Dokter tidak menyebutkan hasilnya secara langsung, tetapi nada suaranya sudah mengatakan segalanya.

Sasha menatap kolom terakhir laporan itu. Meskipun sudah mempersiapkan mental, tetap saja hatinya terasa tegang.

Beberapa detik kemudian, tangan panjang milik pria di samping, mengambil laporan itu. Suaranya terdengar datar dan dingin. "Nggak cocok?"

Dokter mengangguk. "Titik kecocokannya kurang, nggak bisa dilakukan transplantasi."

Butuh waktu beberapa saat bagi Sasha untuk menemukan kembali suaranya. "Apa masih ada cara lain?"

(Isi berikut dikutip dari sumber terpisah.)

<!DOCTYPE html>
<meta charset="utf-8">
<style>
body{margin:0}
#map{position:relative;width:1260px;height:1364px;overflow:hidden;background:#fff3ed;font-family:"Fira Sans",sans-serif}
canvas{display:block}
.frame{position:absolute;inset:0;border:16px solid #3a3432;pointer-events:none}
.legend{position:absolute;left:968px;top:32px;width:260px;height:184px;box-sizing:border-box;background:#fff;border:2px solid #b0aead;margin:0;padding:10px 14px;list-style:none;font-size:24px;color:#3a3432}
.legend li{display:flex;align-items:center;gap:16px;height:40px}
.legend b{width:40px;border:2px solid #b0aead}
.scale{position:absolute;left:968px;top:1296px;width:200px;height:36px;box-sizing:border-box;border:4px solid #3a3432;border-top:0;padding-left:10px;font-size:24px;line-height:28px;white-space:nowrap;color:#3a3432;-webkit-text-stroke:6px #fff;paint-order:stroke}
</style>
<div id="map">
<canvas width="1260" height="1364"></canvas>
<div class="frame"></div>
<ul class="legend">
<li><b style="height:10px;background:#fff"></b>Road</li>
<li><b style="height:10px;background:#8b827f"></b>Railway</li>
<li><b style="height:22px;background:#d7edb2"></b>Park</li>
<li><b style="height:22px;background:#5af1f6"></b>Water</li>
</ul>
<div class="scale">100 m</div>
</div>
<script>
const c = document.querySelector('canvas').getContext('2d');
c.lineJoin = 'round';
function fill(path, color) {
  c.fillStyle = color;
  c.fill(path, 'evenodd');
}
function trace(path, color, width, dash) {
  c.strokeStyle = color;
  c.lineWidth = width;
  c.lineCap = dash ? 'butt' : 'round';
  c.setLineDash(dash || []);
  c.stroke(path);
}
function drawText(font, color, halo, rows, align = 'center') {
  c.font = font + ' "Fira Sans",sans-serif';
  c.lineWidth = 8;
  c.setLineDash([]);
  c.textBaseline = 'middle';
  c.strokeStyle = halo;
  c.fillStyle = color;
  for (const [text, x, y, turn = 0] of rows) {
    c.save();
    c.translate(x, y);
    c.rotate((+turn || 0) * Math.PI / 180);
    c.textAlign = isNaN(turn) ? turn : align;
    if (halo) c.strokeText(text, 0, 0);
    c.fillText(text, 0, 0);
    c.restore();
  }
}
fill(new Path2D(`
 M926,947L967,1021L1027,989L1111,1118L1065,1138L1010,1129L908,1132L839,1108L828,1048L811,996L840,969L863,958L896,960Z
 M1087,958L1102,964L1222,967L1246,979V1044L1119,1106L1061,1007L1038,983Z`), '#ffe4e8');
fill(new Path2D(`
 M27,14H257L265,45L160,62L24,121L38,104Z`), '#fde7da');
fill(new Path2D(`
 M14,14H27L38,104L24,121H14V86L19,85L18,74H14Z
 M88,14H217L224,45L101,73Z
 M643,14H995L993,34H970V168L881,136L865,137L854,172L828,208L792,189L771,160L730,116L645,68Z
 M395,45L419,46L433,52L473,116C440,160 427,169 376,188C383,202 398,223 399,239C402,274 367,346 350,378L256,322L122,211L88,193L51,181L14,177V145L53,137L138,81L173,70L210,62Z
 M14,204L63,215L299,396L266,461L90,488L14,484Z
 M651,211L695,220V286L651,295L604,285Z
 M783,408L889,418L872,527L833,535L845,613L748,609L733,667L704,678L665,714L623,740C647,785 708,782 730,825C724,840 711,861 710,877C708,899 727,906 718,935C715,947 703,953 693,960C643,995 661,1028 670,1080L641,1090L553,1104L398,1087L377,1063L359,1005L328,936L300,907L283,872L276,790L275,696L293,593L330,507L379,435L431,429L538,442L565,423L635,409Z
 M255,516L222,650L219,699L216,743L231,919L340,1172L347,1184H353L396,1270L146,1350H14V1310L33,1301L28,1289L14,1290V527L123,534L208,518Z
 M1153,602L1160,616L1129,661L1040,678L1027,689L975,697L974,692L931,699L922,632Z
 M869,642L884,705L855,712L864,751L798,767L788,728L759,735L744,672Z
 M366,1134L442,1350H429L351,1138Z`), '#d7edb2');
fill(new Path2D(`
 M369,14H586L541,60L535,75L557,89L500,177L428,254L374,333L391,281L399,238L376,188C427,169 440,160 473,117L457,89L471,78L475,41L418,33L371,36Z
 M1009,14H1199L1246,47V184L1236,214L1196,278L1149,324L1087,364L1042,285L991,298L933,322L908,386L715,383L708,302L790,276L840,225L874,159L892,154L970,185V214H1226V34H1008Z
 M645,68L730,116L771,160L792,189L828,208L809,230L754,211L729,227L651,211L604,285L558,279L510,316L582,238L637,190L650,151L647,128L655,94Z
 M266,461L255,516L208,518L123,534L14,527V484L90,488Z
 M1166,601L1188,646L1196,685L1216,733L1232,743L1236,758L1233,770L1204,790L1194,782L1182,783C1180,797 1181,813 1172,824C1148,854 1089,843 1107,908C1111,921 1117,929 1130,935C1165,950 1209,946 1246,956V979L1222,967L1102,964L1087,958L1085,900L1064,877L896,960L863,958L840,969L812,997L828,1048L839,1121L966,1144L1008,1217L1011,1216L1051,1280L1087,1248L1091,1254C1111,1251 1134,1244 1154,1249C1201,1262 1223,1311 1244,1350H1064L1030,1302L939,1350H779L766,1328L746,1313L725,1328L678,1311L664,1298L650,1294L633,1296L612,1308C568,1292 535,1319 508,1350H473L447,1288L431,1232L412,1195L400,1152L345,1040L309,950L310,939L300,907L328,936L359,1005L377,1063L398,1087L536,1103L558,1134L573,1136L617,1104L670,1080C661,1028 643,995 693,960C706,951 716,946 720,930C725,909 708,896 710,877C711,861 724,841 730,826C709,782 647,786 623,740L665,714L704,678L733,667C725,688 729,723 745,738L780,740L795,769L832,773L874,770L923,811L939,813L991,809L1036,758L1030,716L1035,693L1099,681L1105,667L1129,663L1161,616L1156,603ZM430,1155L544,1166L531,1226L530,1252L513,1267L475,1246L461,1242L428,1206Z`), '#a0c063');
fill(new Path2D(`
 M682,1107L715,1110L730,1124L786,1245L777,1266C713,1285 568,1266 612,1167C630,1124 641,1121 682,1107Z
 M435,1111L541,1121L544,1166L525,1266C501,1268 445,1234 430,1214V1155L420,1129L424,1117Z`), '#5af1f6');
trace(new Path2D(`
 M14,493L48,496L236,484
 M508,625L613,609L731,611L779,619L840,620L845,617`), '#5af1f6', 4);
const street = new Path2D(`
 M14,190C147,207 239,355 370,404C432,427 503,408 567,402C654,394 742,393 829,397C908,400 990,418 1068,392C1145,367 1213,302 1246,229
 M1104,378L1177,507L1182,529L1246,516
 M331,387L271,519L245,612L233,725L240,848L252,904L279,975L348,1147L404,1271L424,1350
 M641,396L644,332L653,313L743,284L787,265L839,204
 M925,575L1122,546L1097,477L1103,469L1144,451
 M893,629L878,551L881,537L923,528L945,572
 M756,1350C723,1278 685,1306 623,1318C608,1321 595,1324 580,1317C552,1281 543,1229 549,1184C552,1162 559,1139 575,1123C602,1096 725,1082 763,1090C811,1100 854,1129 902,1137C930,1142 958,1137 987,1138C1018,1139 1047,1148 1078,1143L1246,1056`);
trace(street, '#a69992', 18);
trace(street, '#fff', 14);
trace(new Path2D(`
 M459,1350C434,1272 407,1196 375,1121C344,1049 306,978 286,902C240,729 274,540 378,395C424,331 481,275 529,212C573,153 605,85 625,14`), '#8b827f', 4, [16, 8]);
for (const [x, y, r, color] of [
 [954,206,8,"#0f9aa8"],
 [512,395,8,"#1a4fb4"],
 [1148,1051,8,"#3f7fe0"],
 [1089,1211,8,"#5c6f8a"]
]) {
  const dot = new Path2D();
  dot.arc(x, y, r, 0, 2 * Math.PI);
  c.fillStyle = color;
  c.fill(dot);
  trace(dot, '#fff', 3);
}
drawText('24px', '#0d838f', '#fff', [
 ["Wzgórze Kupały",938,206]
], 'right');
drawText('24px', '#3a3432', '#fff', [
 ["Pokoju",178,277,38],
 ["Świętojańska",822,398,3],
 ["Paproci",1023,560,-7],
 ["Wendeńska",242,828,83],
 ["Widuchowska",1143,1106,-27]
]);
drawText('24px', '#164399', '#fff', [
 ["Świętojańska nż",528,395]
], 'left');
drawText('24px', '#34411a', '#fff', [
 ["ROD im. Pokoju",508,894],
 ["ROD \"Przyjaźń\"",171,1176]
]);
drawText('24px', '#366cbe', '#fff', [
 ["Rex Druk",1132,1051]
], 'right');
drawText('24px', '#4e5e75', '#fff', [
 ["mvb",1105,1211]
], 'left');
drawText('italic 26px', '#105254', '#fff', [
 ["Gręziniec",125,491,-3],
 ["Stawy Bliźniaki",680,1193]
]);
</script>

Dokter menatapnya sebentar, lalu mengalihkan pandangan ke pria di sampingnya. "Masih ada satu pilihan lagi. Bisa dibilang ini satu-satunya kemungkinan yang bisa dicoba. Kalian bisa mempertimbangkannya ...."

....

Sasha kembali ke kantor tepat saat jam istirahat siang. Orang-orang sedang berjalan keluar satu per satu, hanya dia yang berjalan berlawanan arah, kembali ke mejanya.

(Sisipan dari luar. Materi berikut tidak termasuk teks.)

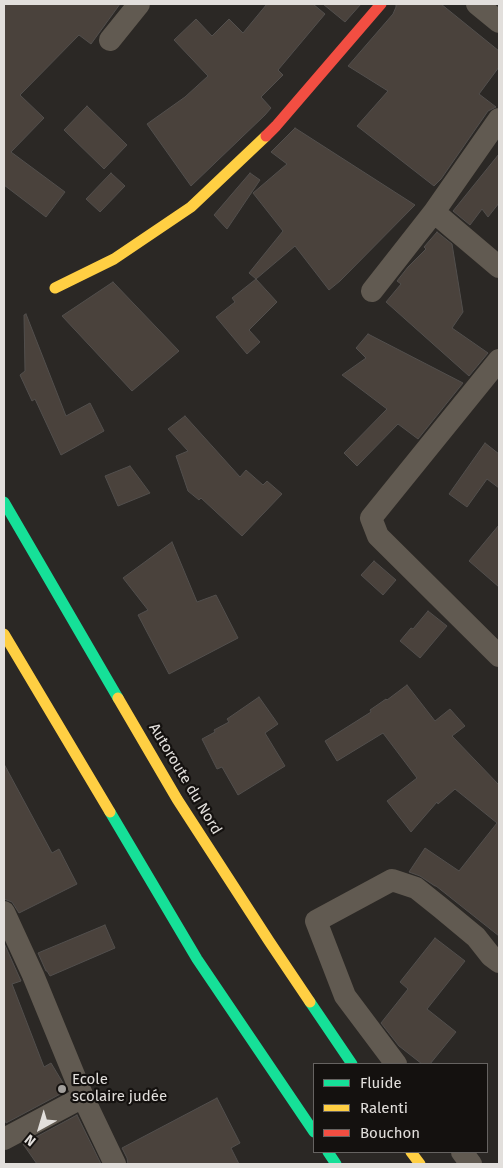 <!DOCTYPE html>
<meta charset="utf-8">
<style>
body{margin:0}
#map{position:relative;width:503px;height:1168px;overflow:hidden;background:#2b2825;font-family:"Fira Sans",sans-serif}
canvas{display:block}
.frame{position:absolute;inset:0;border:5px solid #e2dfdc;pointer-events:none}
.legend{position:absolute;left:313px;top:1063px;width:175px;height:90px;box-sizing:border-box;background:#14110f;border:1px solid #666361;margin:0;padding:6px 9px;list-style:none;font-size:15px;color:#e2dfdc}
.legend li{display:flex;align-items:center;gap:10px;height:25px}
.legend b{width:25px;border:1px solid #666361}
.north{position:absolute;left:15px;top:1103px;width:50px;height:50px;-webkit-text-stroke:4px #14110f;paint-order:stroke;rotate:219deg;font-size:14px;font-weight:700;line-height:20px;text-align:center;color:#e2dfdc}
.north::after{content:'';display:block;margin:auto;width:18px;height:22px;background:#e2dfdc;clip-path:polygon(50% 0,100% 100%,50% 72%,0 100%)}
</style>
<div id="map">
<canvas width="503" height="1168"></canvas>
<div class="frame"></div>
<ul class="legend">
<li><b style="height:6px;background:#16e098"></b>Fluide</li>
<li><b style="height:6px;background:#ffcf43"></b>Ralenti</li>
<li><b style="height:6px;background:#f24e42"></b>Bouchon</li>
</ul>
<div class="north">N</div>
</div>
<script>
const ctx = document.querySelector('canvas').getContext('2d');
ctx.lineJoin = 'round';
function paint(path, color) { ctx.fillStyle = color; ctx.fill(path, 'evenodd'); }
const shape = rows => new Path2D(rows.map(r => 'M' + r).join(''));
function trace(path, color, width, dash) { ctx.strokeStyle = color; ctx.lineWidth = width; ctx.lineCap = dash ? 'butt' : 'round'; ctx.setLineDash(dash || []); ctx.stroke(path); }
function write(font, color, halo, rows, align = 'center') {
  ctx.font = font + ' "Fira Sans",sans-serif'; ctx.lineWidth = 4.5; ctx.setLineDash([]); ctx.textBaseline = 'middle'; ctx.strokeStyle = halo; ctx.fillStyle = color; for (const [text, x, y, turn = 0] of rows) {
    ctx.save(); ctx.translate(x, y); ctx.rotate((+turn || 0) * Math.PI / 180); ctx.textAlign = isNaN(turn) ? turn : align; if (halo) ctx.strokeText(text, 0, 0); ctx.fillText(text, 0, 0); ctx.restore();
  }
}
const building = shape([
 [4,4,120,4,91,44,79,35,20,95,44,118,11,152,65,192,46,217,4,185,4,4],
 [267,4,313,4,325,14,278,70,283,75,261,97,271,108,265,115,191,186,147,124,185,97,208,76,174,40,196,19,212,36,229,19,243,33,267,4],
 [323,4,361,4,345,22,323,4],
 [396,4,441,4,499,51,499,67,479,94,496,107,488,111,441,179,434,186,357,126,388,91,348,66,393,14,396,7,396,4],
 [87,106,127,145,104,169,64,130,87,106],
 [295,128,415,205,340,281,329,290,295,246,256,279,277,302,249,330,260,342,247,354,216,317,235,302,232,298,256,279,249,273,283,231,253,193,287,164,271,152,295,128],
 [499,154,499,203,488,217,482,209,470,225,453,211,499,154],
 [111,173,125,186,100,212,86,199,111,173],
 [250,173,260,180,227,229,214,215,250,173],
 [437,232,452,244,463,312,452,328,488,353,469,376,386,302,401,284,397,281,408,267,426,249,424,247,437,232],
 [113,282,179,351,132,391,62,316,113,282],
 [26,314,66,416,90,403,104,431,61,455,35,399,32,401,20,375,25,371,24,315,26,314],
 [368,334,463,383,418,439,398,424,357,466,344,453,387,409,342,375,366,358,356,348,368,334],
 [185,416,240,477,246,470,263,485,267,481,282,494,242,536,201,498,199,500,188,491,176,456,188,451,168,429,185,416],
 [485,443,499,454,499,488,487,479,467,507,449,494,485,443],
 [130,466,150,493,118,506,105,476,130,466],
 [499,525,499,587,469,561,499,525],
 [172,542,197,602,216,595,238,638,169,674,138,615,148,610,123,578,172,542],
 [374,561,396,580,383,595,361,575,374,561],
 [428,611,447,626,420,658,400,641,411,628,413,629,428,611],
 [407,685,435,721,450,709,465,726,452,736,499,785,499,936,436,886,435,886,420,876,409,872,425,848,459,871,497,823,455,789,438,804,437,802,411,832,387,801,417,778,383,733,337,761,325,741,371,712,370,710,386,699,387,700,407,685],
 [259,697,278,724,265,733,285,766,238,795,222,767,217,769,202,739,215,732,214,730,229,722,227,719,259,697],
 [4,764,52,853,59,849,77,884,19,913,12,902,4,899,4,764],
 [105,925,115,948,50,976,47,971,46,971,38,953,105,925],
 [435,938,465,961,427,1009,456,1032,430,1064,422,1064,399,1046,381,1023,408,989,400,982,435,938],
 [4,943,21,981,12,984,44,1067,51,1063,63,1083,66,1091,6,1123,4,1118,4,943],
 [217,1098,240,1143,231,1148,239,1164,128,1164,127,1158,122,1148,217,1098],
 [77,1115,101,1164,37,1164,23,1144,77,1115]
]);
paint(building, '#4a423c');
trace(building, '#524f4d', 1);
trace(shape([
 [477,4,499,22],
 [110,40,139,4],
 [434,212,499,267],
 [372,291,434,212,499,119],
 [499,360,371,518,378,536,499,656],
 [4,912,33,975,83,1097,115,1164],
 [396,1064,345,996,316,921,392,880,416,888,441,908,476,937,491,956,499,962],
 [4,1139,83,1097],
 [462,1152,471,1164]
]), '#615a51', 22);
trace(shape([
 [4,502,118,698],
 [110,812,197,959,314,1132],
 [310,1002,352,1064],
 [328,1152,336,1164]
]), '#16e098', 11);
trace(shape([
 [55,288,114,259,191,207,266,136],
 [4,634,110,812],
 [118,698,177,799,269,941,310,1002],
 [411,1152,420,1164]
]), '#ffcf43', 11);
trace(shape([
 [266,136,276,126,381,4]
]), '#f24e42', 11);
for (const [x, y, r, color] of [
 [62,1089,5,"#a29f9c"]
]) { const dot = new Path2D(); dot.arc(x, y, r, 0, 2 * Math.PI); ctx.fillStyle = color; ctx.fill(dot); trace(dot, '#14110f', 2); }
write('15px', '#e2dfdc', '#14110f', [
 ["Autoroute du Nord",185,779,59]
]);
write('15px', '#e2dfdc', '#14110f', [
 ["Ecole",72,1080],
 ["scolaire judée",72,1097]
], 'left');
</script>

Kepalanya masih terasa kosong. Kata-kata yang terus berulang di benaknya adalah yang dikatakan Briar saat duduk di dalam mobil di depan rumah sakit tadi. Melalui jendela, pria itu berucap, "Pertimbangkan baik-baik."

Itu artinya, dia setuju dengan saran dokter. Punya anak lagi.

Sasha mengusap wajahnya, ragu sejenak, lalu membuka laci di samping. Di bagian paling atas ada sebuah foto. Anak laki-laki dalam foto itu mungkin sekitar tiga tahun, tetapi tubuhnya tidak cocok dengan usianya. Kecil dan kurus, pipinya cekung, kepala botak.

Dia sakit. Sangat parah. Dokter bilang kalau tidak segera mendapatkan donor sumsum tulang yang cocok, tubuhnya tidak akan sanggup bertahan lebih lama.

Orang-orang dari Keluarga Khamauri sudah menguji semua anggota keluarga, bahkan mencari di bank donor sumsum tulang, tetap tidak ada yang cocok.

Seandainya bukan karena itu, mereka tidak mungkin mencarinya. Sasha adalah ibu kandung dari Cody, tetapi juga noda dalam hidup Briar.

Kini, demi menyelamatkan anak pertama mereka, pria itu bersedia memiliki anak kedua dengannya.

Sepanjang sore, Sasha tidak bisa fokus. Sampai jam pulang kerja pun pekerjaan di tangannya belum selesai.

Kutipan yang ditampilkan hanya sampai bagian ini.